Understanding Kafka poll(), flush() & commit()

问题

I’m new to Kafka and trying out few small usecase for my new application. The use case is basically, Kafka-producer —> Kafka-Consumer—> flume-Kafka source—>flume-hdfs-sink.

When Consuming(step2), below is the sequence of steps.. 1. consumer.Poll(1.0) 1.a. Produce to multiple topics (multiple flume agents are listening) 1.b. Produce. Poll() 2. Flush() every 25 msgs 3. Commit() every msgs (asynchCommit=false)

Question 1: Is this sequence of action right!?!

Question2: Will this cause any data loss as the flush is every 25 msgs and commit is for every msg?!?

Question3 :Difference between poll() for producer and poll ()consumer?

Question4 :What happens when messages are committed but not flushed!?!
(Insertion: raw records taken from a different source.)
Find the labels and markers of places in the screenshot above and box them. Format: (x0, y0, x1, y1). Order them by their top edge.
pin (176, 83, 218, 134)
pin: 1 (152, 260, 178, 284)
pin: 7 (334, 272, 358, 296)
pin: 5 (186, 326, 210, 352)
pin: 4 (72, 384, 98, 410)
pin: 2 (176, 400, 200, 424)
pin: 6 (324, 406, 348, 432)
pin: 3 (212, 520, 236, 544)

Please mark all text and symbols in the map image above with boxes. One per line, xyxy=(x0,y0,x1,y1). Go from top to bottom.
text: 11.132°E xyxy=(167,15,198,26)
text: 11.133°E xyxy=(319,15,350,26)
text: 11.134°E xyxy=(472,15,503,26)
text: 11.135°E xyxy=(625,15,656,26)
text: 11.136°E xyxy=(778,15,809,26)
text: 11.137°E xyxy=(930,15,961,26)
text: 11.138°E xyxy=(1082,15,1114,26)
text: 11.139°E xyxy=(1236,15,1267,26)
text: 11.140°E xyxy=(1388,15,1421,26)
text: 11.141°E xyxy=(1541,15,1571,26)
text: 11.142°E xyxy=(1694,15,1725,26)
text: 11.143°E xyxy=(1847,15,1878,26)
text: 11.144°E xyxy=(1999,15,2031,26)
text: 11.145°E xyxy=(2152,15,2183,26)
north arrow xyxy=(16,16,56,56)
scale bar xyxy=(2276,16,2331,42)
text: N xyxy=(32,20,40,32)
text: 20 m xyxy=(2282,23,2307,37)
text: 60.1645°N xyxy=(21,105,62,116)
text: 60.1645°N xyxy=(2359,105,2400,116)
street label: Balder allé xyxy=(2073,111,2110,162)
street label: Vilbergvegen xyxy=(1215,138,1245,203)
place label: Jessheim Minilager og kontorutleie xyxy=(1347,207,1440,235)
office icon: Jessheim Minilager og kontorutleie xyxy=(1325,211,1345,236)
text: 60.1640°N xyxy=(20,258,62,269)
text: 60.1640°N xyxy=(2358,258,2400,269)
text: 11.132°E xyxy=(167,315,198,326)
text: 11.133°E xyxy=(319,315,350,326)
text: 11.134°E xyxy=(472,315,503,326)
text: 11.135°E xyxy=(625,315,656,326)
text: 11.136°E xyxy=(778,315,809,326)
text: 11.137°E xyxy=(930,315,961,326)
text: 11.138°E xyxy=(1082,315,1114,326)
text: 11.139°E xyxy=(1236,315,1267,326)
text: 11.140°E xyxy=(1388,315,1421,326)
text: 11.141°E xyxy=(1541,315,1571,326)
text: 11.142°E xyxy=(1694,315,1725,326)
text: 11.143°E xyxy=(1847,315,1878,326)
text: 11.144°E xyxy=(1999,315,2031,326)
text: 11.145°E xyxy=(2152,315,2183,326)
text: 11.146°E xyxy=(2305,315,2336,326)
I will really appreciate if someone can help me understand with offset examples between producer/consumer for poll,flush and commit.

Thanks in advance!!

回答1:

Let us first understand Kafka in short:

what is kafka producer:

t.turner@devs:~/developers/softwares/kafka_2.12-2.2.0$ bin/kafka-console-producer.sh --broker-list 100.102.1.40:9092,100.102.1.41:9092 --topic company_wallet_db_v3-V3_0_0-transactions
>{"created_at":1563415200000,"payload":{"action":"insert","entity":{"amount":40.0,"channel":"INTERNAL","cost_rate":1.0,"created_at":"2019-07-18T02:00:00Z","currency_id":1,"direction":"debit","effective_rate":1.0,"explanation":"Voucher,"exchange_rate":null,expired","id":1563415200,"instrument":null,"instrument_id":null,"latitude":null,"longitude":null,"other_party":null,"primary_account_id":2,"receiver_phone":null,"secondary_account_id":362,"sequence":1,"settlement_id":null,"status":"success","type":"voucher_expiration","updated_at":"2019-07-18T02:00:00Z","primary_account_previous_balance":0.0,"secondary_account_previous_balance":0.0}},"track_id":"a011ad33-2cdd-48a5-9597-5c27c8193033"}
[2019-07-21 11:53:37,907] WARN [Producer clientId=console-producer] Error while fetching metadata with correlation id 7 : {company_wallet_db_v3-V3_0_0-transactions=LEADER_NOT_AVAILABLE} (org.apache.kafka.clients.NetworkClient)

You can ignore the warning. It appears as Kafka could not find the topic and auto-creates the topic.

Let us see how kafka has stored this message:

The producer creates a directory in the broker server at /kafka-logs (for apache kafka) or /kafka-cf-data (for the confluent version)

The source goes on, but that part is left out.